Als Piraten sehen die Beschuldigten sich indes nicht, sondern als Fischer. De facto sind sie Fischer in einer Region mit einem Meer ohne Fische – und "fischten" am Ostermontag definitiv zur falschen Zeit am falschen Ort. Die Reeder fordern harte Strafen für die Somalis, und militärische Begleitung für ihre Handelsschiffe am Horn von Afrika – andernfalls wollen sie private Sicherheitsdienste mit ihrem Schutz betrauen.
90 % der Stückgüter des Welthandels werden mit Containerschiffen transportiert. Knapp 5.000 Containerfrachter befahren die Weltmeere, Tendenz steigend. Und Hamburg ist die Hauptstadt dieses boomenden weltumspannenden Geschäfts: Jedes dritte Containerschiff hat deutsche Eigner, und sie werden von Hamburg aus gemanagt. Dort ist der Internationale Seegerichtshof angesiedelt und die Hansestadt ist der Standort für die bundesdeutsche Seegerichtsbarkeit.
Deshalb wurden die somalischen Piraten nach Hamburg gebracht. Zwei von ihnen sitzen in der Jugendvollzugsanstalt (JVA) Hahnöfersand ein, ihren Angaben zufolge sind sie 13 und 16 Jahre alt. Die anderen acht sind in drei verschiedenen Knästen untergebracht, im Durchschnitt zehn Jahre älter als die Jugendlichen. Für die erwachsenen Gefangenen gilt: Einzelhaft, 23h pro Tag in der Zelle, eine Stunde Umschluss, der Kontakt untereinander ist streng verboten, in der einen Stunde Umschluss ist Kontakt zu anderen Gefangenen indes erlaubt Sie alle werden sich wegen des gescheiterten Versuchs, die "Taipan" zu kapern, vor dem Landgericht Hamburg verantworten müssen, ihnen drohen bis zu 15 Jahren Haft. Die Medien freuen sich schon auf diesen ersten Piratenprozess nach 400 Jahren in der Hansestadt.

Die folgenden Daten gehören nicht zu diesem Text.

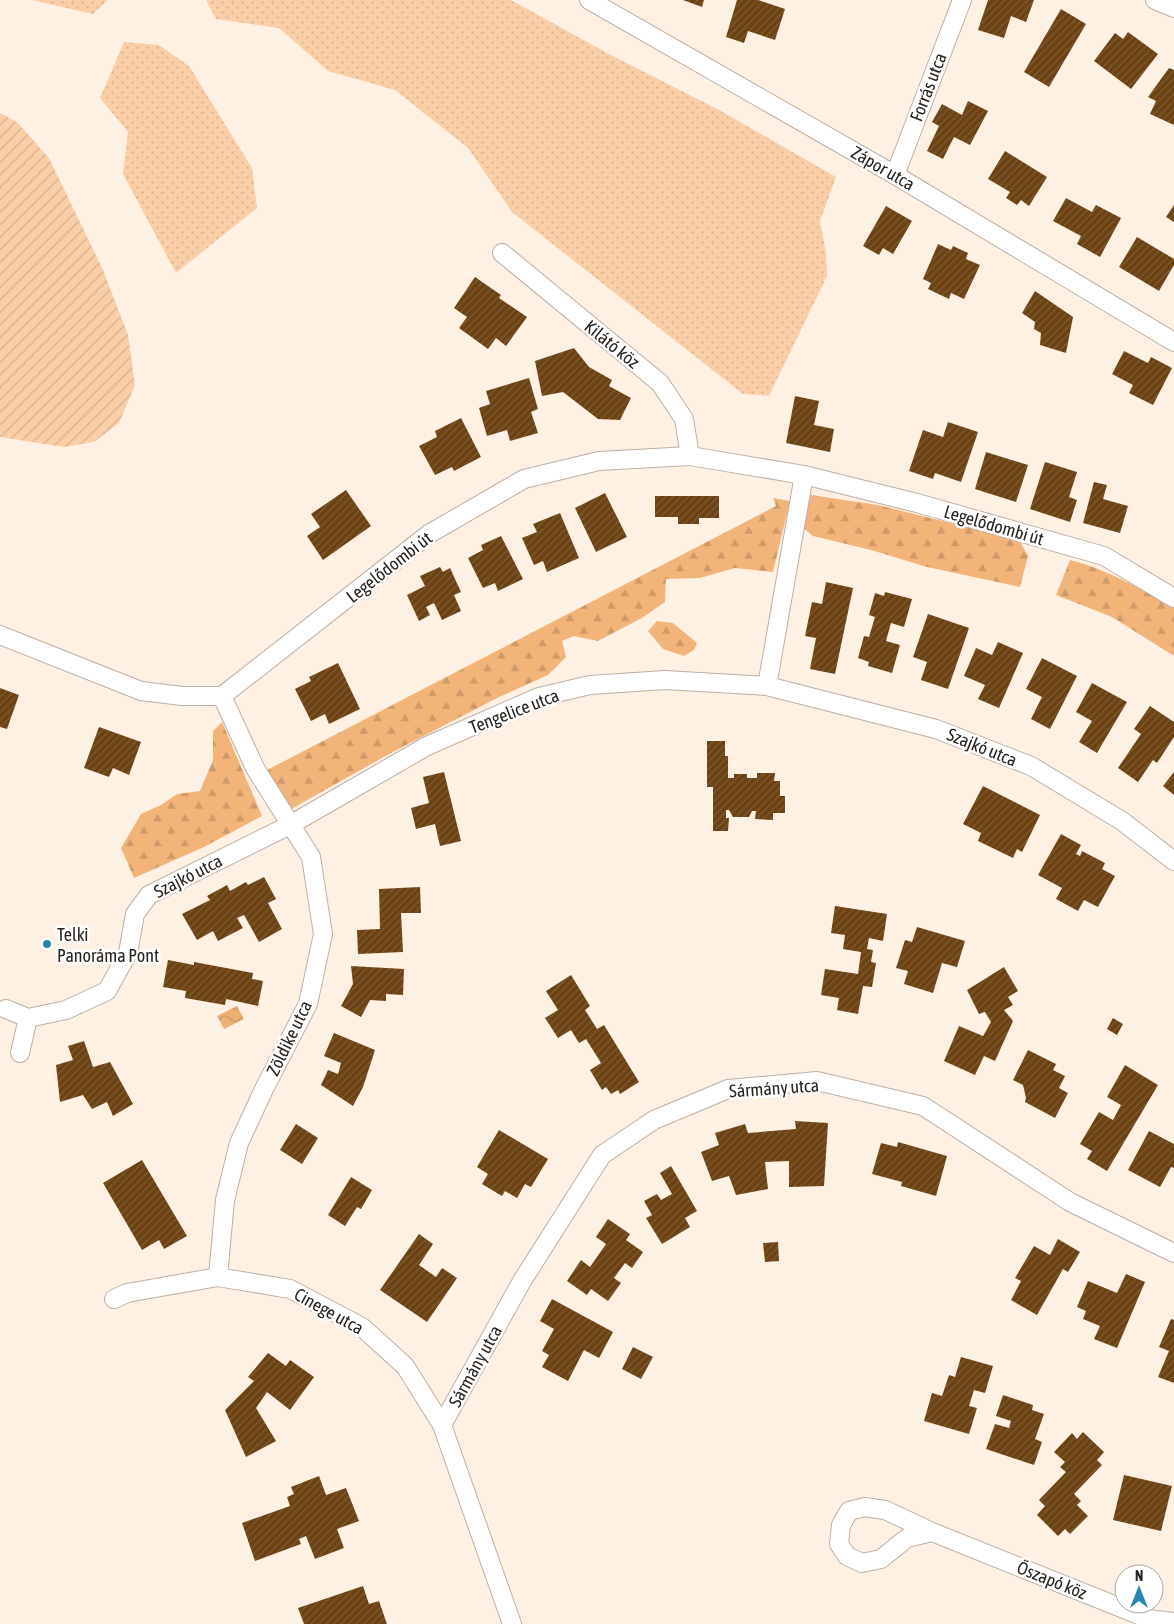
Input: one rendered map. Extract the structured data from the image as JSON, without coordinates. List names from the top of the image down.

Somalia ist ein verlorenes Land, das als Atommülldeponie fungiert
"Wenn ich meinem Mandanten sage, dass er hier als Pirat gilt, antwortet er ganz entschieden: 'I'm not a pirate, I'm a fisherman'", erläutert die Hamburger Anwältin Gabriele Heinecke, die einen der Somalis vertritt. "Das Problem ist nur, dass es in Somalia nichts mehr zu fischen gibt. Manche Länder werden schlicht fallen gelassen, und ich glaube, Somalia ist ein verlorenes Land, die Armut dort ist kaum vorstellbar."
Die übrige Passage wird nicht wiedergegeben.